Mega is probably one of the most underrated cloud storage services on the market, despite the fact that it is considered one of the most successful startups in the tech industry, with over 100,00 users having registered to the service within the first hour of launch. But despite its underdog status, Mega has a quite tight and consumer-friendly business model. You get 15 GB of free storage space just by creating an account, with the option of increasing it to 200 GB for just 5 euros per month (this is the first tier subscription). However, what makes Mega stand out from the rest is their excellent security policy – they allow users to set their own encryption keys. Furthermore, during transit, the files are encrypted end to end meaning only you, and not even Mega employees, have access to your files.
Formerly known as SkyDrive, OneDrive tends to get undeservedly ignored because many people already use another cloud storage service, such as Google Drive or Mega. However, OneDrive deserves more attention than it gets. In terms of UI and other factors related to user functionality, it is very similar to Google Drive. Furthermore, they offer 5 GB of storage just for signing up, with the option of upgrading to 50 GB for just $2 per month.

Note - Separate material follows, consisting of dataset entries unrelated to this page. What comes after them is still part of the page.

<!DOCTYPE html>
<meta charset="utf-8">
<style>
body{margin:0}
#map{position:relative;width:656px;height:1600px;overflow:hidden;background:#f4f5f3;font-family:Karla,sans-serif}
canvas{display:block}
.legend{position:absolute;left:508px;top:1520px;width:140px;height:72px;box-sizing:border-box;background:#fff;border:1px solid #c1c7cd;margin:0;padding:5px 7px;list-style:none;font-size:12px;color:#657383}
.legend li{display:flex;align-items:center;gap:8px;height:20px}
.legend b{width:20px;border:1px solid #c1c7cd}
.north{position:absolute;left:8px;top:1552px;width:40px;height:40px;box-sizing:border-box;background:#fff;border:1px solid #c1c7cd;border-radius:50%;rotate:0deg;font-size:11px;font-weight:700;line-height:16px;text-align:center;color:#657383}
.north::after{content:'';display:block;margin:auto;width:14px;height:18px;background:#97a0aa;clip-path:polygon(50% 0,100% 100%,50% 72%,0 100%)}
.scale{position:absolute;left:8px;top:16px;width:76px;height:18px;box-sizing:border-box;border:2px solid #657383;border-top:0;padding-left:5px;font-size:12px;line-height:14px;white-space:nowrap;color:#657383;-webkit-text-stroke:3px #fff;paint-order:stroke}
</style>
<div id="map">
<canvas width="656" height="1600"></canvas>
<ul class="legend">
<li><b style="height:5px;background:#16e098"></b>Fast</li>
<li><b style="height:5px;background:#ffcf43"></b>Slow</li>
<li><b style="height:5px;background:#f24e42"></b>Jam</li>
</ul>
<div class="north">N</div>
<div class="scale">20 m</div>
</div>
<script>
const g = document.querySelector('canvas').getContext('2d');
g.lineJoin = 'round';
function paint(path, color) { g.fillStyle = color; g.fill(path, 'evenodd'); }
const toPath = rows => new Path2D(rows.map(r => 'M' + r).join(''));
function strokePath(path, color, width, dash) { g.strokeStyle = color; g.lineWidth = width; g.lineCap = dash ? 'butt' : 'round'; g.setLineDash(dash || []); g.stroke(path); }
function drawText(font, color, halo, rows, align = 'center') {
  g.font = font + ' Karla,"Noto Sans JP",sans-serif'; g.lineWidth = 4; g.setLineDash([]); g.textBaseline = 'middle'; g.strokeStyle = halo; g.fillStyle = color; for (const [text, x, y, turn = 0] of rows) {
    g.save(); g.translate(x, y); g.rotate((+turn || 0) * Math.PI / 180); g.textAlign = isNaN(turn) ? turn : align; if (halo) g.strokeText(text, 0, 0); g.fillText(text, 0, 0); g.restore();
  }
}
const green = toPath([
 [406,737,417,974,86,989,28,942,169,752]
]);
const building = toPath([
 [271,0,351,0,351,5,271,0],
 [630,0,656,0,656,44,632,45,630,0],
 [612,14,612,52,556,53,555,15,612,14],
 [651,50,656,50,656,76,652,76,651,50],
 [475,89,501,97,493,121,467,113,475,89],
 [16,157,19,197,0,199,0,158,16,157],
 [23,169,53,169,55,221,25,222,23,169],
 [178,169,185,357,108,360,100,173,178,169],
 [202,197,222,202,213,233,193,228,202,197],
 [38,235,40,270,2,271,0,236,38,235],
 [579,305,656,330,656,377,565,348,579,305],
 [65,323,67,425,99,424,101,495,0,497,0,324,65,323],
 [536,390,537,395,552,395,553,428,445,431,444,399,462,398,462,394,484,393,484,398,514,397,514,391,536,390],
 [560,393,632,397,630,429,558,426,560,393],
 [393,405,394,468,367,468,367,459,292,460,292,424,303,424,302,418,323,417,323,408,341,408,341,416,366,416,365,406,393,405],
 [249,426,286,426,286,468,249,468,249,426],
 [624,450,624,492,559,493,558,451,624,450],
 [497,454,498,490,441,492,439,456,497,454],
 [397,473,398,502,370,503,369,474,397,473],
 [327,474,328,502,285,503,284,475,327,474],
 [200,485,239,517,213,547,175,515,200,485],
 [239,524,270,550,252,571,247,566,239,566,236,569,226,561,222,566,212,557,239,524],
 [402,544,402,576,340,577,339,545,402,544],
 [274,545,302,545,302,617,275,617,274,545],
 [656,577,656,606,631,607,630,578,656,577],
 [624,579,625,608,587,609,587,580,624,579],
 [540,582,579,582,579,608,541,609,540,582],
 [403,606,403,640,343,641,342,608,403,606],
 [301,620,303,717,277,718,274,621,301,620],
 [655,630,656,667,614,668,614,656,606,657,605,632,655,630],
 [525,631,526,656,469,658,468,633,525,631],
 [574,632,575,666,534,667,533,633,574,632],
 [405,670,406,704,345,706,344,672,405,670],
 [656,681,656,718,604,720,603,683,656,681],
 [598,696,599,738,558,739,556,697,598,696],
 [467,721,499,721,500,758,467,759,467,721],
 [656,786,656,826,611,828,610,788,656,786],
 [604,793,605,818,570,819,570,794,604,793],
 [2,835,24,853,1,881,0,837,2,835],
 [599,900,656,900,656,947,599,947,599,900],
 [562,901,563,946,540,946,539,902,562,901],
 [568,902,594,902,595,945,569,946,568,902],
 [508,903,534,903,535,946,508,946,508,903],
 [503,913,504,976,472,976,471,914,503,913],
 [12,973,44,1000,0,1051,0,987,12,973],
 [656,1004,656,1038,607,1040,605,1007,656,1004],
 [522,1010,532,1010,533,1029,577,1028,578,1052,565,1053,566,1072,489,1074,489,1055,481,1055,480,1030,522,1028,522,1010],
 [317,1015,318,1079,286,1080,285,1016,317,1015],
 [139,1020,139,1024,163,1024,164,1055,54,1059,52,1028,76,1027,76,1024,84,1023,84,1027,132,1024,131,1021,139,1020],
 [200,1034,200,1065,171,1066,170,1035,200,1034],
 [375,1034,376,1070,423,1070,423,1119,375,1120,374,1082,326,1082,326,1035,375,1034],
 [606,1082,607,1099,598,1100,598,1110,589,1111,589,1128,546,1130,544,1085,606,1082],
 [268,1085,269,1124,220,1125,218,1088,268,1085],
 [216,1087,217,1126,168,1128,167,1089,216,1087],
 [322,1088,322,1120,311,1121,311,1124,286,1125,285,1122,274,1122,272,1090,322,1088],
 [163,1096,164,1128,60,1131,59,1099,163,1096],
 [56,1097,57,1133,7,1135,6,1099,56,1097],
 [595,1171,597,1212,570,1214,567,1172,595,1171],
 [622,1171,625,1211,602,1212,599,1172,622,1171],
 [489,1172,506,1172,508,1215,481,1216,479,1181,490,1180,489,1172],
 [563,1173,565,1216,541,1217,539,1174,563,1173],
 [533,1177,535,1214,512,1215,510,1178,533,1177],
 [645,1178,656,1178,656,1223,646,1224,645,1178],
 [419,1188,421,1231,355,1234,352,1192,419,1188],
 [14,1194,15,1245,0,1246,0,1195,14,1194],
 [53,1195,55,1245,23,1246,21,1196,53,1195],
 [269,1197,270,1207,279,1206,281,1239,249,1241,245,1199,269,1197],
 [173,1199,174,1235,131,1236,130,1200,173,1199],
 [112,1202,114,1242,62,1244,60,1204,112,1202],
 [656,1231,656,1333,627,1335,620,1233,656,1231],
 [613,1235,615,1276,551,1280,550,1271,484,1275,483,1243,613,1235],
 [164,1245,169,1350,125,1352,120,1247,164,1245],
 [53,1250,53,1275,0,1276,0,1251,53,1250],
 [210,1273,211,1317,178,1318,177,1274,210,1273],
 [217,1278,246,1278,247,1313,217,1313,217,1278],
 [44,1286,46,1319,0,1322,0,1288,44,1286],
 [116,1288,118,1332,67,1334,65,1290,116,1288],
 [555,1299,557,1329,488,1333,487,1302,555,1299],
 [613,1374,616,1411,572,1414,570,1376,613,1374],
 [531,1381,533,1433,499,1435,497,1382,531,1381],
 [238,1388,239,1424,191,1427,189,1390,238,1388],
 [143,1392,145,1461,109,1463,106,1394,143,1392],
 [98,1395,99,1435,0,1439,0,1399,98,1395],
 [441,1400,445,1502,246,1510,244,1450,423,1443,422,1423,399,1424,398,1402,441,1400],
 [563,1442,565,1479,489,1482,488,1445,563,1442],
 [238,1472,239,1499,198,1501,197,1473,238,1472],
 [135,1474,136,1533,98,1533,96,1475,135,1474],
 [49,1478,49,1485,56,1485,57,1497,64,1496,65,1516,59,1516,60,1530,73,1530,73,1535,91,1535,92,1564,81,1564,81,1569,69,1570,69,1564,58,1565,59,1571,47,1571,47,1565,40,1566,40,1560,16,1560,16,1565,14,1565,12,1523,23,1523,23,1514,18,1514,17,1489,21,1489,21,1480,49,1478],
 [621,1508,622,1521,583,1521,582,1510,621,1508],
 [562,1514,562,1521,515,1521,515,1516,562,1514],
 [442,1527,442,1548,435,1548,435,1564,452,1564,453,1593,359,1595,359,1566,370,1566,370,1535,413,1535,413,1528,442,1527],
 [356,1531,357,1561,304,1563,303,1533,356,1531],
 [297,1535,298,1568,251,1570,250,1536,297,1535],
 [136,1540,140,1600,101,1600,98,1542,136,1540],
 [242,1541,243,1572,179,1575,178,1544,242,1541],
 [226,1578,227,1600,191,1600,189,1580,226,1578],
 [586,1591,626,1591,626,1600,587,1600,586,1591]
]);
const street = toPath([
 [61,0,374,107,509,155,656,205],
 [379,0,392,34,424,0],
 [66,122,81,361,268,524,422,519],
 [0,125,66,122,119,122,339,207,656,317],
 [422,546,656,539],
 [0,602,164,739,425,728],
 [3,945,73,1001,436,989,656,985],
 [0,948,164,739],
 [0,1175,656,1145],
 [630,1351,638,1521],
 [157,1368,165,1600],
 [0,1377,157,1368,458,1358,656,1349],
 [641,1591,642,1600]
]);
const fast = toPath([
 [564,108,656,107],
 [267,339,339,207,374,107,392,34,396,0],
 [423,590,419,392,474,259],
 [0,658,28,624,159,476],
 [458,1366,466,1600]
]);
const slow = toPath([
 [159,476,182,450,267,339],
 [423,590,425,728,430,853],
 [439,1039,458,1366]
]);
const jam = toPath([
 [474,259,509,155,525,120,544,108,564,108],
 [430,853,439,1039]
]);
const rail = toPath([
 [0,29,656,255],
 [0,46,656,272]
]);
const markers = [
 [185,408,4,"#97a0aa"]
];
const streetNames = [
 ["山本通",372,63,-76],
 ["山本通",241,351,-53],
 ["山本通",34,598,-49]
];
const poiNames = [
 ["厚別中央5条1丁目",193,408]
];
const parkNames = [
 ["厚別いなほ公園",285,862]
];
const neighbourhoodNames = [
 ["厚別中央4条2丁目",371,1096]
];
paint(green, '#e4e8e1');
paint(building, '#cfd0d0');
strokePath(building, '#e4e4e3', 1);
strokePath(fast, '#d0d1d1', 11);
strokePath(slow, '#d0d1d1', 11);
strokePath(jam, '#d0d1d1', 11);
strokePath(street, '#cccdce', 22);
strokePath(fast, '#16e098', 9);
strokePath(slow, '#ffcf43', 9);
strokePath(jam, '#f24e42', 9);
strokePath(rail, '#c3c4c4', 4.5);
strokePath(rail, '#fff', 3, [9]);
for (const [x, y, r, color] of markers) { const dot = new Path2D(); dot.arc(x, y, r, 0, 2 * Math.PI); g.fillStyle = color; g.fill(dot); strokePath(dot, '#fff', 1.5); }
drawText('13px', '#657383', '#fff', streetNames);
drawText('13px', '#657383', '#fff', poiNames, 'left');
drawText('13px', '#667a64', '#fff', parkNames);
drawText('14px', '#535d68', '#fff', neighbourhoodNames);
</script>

This might not seem like much (because it isn’t), but by dropping 4 additional dollars per month, or simply paying $69,99 per year, you can get 1 TB of free space, as well as five free Microsoft licenses that can be used on 10 different devices. Considering that 70 dollars will get you 1 TB and several Microsoft licenses (which are far from cheap), you should give OneDrive a go.

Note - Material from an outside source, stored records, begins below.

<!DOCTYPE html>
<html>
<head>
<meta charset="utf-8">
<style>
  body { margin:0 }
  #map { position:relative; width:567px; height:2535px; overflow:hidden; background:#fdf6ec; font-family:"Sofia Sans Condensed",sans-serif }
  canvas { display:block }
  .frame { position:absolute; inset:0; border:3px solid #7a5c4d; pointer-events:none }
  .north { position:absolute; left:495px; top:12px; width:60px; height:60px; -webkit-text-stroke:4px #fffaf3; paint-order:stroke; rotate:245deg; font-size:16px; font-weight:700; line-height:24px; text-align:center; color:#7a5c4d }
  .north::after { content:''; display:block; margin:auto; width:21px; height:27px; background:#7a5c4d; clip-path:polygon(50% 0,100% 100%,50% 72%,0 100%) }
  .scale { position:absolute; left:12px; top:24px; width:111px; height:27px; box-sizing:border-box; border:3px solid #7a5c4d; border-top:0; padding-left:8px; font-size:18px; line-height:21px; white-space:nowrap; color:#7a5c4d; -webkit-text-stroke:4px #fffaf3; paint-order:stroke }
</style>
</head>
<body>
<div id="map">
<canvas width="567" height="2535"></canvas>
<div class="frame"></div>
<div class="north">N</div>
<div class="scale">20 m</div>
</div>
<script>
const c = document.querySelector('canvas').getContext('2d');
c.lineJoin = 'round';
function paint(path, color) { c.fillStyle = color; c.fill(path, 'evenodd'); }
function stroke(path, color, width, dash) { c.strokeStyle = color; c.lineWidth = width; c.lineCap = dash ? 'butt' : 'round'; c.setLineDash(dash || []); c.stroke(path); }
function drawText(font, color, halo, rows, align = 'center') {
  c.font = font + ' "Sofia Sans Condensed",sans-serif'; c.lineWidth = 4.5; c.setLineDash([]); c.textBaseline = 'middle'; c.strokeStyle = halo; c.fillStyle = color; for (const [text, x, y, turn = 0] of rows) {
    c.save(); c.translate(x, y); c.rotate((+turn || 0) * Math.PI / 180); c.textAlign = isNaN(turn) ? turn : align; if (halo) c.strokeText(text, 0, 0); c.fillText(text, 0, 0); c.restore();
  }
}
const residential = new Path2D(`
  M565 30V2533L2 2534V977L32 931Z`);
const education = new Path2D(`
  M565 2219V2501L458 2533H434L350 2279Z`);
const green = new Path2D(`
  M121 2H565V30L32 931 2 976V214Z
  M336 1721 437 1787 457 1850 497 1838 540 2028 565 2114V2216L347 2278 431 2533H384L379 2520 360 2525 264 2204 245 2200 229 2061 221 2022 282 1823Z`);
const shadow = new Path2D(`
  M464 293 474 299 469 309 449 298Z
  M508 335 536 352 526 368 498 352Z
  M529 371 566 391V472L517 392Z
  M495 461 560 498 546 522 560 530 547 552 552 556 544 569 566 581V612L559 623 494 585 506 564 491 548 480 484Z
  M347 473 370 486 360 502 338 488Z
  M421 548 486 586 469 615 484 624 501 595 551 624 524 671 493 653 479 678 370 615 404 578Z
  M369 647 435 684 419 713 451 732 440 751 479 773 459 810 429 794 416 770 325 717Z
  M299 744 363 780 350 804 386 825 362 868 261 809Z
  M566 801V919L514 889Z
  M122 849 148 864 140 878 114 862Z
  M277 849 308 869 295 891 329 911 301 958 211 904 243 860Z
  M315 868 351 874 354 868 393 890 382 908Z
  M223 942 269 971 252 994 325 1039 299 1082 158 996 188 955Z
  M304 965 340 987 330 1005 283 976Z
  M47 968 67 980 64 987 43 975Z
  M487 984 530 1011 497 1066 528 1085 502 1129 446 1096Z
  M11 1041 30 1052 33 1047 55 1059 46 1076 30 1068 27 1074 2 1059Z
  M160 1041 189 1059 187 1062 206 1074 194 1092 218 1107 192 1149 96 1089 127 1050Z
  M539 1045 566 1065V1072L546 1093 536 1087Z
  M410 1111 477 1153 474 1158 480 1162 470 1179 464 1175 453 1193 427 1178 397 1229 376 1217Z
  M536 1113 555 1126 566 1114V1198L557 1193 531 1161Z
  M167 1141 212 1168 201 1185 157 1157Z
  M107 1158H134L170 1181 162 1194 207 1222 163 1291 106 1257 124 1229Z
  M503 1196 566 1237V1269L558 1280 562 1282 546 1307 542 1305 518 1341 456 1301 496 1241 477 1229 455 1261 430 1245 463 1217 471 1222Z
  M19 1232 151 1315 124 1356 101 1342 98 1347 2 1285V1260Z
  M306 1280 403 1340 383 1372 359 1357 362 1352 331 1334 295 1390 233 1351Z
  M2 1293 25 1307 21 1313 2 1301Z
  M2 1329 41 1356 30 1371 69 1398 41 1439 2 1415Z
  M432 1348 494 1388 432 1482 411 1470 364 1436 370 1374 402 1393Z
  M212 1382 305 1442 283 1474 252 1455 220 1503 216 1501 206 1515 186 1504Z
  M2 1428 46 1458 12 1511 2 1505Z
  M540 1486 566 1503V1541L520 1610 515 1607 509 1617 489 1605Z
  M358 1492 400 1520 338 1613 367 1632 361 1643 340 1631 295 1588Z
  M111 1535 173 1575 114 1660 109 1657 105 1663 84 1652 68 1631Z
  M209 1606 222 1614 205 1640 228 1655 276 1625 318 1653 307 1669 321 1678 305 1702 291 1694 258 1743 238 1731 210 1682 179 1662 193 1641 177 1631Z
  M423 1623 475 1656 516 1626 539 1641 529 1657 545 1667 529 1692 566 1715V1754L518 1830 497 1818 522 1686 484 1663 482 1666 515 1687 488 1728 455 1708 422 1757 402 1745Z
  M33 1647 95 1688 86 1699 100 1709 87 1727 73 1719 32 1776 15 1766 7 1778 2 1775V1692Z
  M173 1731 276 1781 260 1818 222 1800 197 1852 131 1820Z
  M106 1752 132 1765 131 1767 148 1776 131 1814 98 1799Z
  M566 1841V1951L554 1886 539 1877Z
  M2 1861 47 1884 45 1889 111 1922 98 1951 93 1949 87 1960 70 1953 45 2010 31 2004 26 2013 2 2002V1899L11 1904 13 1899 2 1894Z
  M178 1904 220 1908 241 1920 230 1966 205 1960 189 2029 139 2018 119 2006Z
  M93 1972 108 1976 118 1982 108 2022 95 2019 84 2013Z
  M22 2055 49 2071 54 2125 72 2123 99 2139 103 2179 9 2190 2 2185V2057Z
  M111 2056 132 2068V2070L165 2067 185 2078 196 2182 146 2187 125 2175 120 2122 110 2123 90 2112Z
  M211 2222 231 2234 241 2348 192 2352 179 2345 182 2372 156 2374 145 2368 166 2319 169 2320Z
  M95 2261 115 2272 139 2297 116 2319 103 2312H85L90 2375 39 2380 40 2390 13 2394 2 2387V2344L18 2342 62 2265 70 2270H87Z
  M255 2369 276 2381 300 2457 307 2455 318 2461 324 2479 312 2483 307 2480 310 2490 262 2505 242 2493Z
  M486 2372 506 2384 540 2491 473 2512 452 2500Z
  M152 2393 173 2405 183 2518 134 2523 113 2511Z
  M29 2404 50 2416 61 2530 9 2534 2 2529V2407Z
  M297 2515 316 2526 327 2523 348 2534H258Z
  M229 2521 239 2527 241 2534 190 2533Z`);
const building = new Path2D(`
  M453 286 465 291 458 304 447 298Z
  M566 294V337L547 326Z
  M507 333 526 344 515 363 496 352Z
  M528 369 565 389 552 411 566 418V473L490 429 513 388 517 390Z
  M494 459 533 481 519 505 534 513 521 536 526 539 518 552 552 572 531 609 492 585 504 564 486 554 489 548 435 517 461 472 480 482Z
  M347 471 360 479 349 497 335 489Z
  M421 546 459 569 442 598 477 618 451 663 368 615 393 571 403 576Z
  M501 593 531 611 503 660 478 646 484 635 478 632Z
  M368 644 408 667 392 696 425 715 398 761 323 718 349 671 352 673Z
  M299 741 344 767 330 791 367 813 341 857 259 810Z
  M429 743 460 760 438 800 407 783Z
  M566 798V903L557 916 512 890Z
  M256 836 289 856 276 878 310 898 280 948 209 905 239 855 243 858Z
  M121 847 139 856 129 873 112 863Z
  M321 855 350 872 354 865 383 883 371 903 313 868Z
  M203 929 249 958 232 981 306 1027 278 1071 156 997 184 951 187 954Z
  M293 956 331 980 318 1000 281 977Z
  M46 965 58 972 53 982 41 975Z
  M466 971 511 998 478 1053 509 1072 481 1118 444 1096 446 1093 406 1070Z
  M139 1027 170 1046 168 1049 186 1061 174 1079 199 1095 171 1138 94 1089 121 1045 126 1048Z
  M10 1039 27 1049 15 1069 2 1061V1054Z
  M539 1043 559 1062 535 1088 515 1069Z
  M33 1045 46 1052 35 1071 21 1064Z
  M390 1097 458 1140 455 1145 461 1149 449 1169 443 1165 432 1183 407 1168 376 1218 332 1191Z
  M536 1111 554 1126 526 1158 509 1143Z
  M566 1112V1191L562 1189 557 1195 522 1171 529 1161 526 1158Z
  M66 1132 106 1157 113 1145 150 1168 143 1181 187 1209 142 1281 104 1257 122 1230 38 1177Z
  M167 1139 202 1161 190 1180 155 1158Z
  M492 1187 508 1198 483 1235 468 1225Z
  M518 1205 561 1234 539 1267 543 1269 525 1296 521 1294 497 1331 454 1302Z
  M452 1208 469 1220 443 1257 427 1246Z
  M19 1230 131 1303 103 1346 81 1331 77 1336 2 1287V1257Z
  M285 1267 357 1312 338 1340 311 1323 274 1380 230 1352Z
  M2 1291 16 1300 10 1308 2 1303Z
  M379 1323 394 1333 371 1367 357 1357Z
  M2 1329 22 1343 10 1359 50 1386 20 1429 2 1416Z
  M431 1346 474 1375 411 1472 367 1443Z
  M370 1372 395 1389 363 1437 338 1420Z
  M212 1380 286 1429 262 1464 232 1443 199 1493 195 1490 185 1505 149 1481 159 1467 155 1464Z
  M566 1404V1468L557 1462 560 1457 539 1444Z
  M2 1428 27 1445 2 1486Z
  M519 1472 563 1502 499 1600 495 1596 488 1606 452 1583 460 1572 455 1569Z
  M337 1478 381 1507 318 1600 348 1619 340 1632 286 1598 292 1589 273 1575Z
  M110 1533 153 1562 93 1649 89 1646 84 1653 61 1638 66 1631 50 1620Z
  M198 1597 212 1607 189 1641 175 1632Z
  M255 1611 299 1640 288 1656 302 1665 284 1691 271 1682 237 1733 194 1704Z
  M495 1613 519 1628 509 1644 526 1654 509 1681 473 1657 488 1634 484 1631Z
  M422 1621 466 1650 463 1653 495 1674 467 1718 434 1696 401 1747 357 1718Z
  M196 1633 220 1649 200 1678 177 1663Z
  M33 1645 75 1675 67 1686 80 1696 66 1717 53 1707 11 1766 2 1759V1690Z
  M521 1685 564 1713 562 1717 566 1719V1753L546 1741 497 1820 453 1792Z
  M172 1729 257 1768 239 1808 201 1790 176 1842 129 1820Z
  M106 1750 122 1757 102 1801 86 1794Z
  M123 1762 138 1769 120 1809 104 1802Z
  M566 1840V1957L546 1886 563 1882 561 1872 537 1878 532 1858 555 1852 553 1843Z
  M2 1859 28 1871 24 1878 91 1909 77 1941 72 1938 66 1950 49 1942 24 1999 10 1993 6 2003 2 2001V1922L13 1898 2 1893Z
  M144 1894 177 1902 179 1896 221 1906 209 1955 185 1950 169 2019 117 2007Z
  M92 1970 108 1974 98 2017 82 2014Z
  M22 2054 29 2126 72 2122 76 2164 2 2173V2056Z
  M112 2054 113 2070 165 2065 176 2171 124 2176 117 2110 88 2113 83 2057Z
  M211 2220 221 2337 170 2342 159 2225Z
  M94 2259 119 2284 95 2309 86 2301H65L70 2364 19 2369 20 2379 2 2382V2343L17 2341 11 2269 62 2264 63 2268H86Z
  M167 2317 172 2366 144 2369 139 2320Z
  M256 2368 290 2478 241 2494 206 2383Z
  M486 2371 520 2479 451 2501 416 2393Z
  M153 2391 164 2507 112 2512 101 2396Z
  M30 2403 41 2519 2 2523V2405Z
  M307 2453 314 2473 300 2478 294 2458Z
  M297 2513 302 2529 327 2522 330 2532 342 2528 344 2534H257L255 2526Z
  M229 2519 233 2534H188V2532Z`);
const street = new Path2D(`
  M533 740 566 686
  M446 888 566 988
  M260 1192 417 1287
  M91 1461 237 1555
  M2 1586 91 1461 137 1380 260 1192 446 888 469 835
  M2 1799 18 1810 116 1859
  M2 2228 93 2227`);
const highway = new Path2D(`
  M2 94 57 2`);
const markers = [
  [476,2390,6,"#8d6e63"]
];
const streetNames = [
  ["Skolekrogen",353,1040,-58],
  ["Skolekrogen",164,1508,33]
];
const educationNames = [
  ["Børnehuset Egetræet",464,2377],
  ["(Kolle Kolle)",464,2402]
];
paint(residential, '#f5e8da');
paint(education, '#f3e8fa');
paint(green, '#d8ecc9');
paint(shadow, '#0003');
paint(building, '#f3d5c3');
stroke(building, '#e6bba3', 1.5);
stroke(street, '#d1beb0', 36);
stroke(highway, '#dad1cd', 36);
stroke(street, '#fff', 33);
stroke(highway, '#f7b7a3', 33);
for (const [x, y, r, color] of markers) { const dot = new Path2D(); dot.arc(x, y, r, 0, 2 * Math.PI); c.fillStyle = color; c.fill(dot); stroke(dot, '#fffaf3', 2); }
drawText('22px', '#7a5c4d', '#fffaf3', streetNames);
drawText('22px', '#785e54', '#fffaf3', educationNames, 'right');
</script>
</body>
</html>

Instead of recommending the usual Google Drive and iCloud, we decided to shed light on another cloud storage service that deserves more attention. While some people might think that the 5 GB free limit is not quite enough to cover day to day needs, you can easily increase it to 2 TB by paying $52 per year. Not only that but in case you risk losing all your precious data, you can access the company’s IDrive Express service. Upon doing this, they will ship a physical hard drive with all the data that you have stored on their servers. So, if you believe that their pricing is not good value, the IDrive Express service alone makes this platform worth using.
While 10 years ago, cloud storage was the stuff of science fiction movies, nowadays it has become the norm. If you are curious how this technology works and want a few recommendations, make sure to read through or article, and you will get all the information that you need.